一席話說下來,雖然有點累,卻自認並無失禮之處。正琢磨著他是否被我的話說暈了以及我要不要告辭離開時,那家夥居然笑了起來。我不得不承認,這人風流倜儻,相好無數,確實有迷倒女子的資本。

“郡主此言,可實在是傷了在下的心。在下還以為,能夠在郡主心中占一席之地呢。"他一臉惆悵,容顏是說不出的撩人心。

這家夥的臉皮未免太厚了。我心裏咬牙切齒起來,卻不得不賠著笑:“大將軍說哪裏話呢!成玉怎麽敢當。”
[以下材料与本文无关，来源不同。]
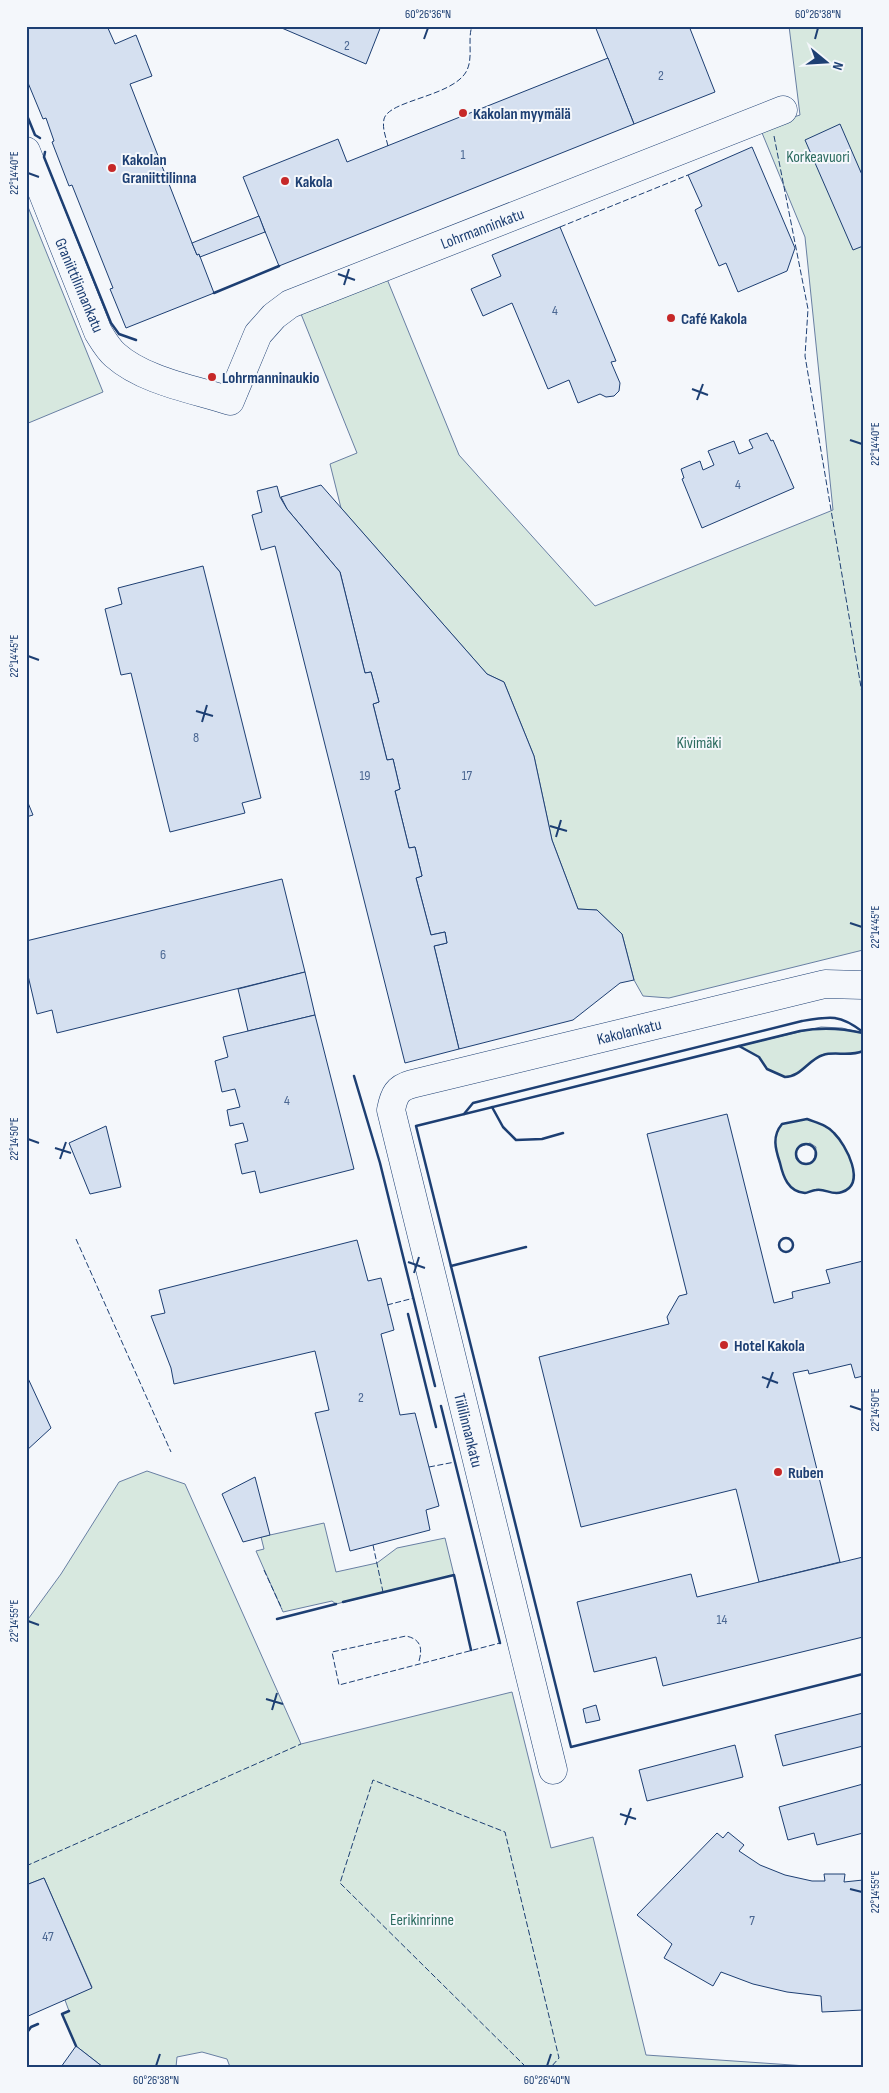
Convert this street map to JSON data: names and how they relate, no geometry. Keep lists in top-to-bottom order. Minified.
{"streets":{"street":["Lohrmanninkatu","Graniittilinnankatu","Kakolankatu","Tiililinnankatu"]},"crossings":[["Lohrmanninkatu","Graniittilinnankatu"],["Kakolankatu","Tiililinnankatu"]],"parks":["Korkeavuori","Kivimäki","Eerikinrinne"],"places":["Kakolan myymälä","Kakolan Graniittilinna","Kakola","Café Kakola","Lohrmanninaukio","Hotel Kakola","Ruben"],"house_numbers":["2","2","1","4","4","8","19","17","6","4","2","14","7","47"],"north":"right","coordinates":["60°26'36\"N","60°26'38\"N","22°14'40\"E","22°14'45\"E","22°14'50\"E","22°14'55\"E","60°26'40\"N"]}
他一臉受傷:“在下心裏一直掛著郡主,郡主怎麽能這麽說呢?”

真是欺人太甚了,這還有沒有天理!偷偷對梨響道:“我從未想過原來連宋是個厚臉皮的男人,看來世人都被他蒙蔽了。”梨響被連宋的厚臉皮驚得目瞪口呆一陣,聞了我的耳語,亦咬舌道:“奴婢也沒想到他這麽無恥,奴婢還沒見過真麽無恥的人呢?”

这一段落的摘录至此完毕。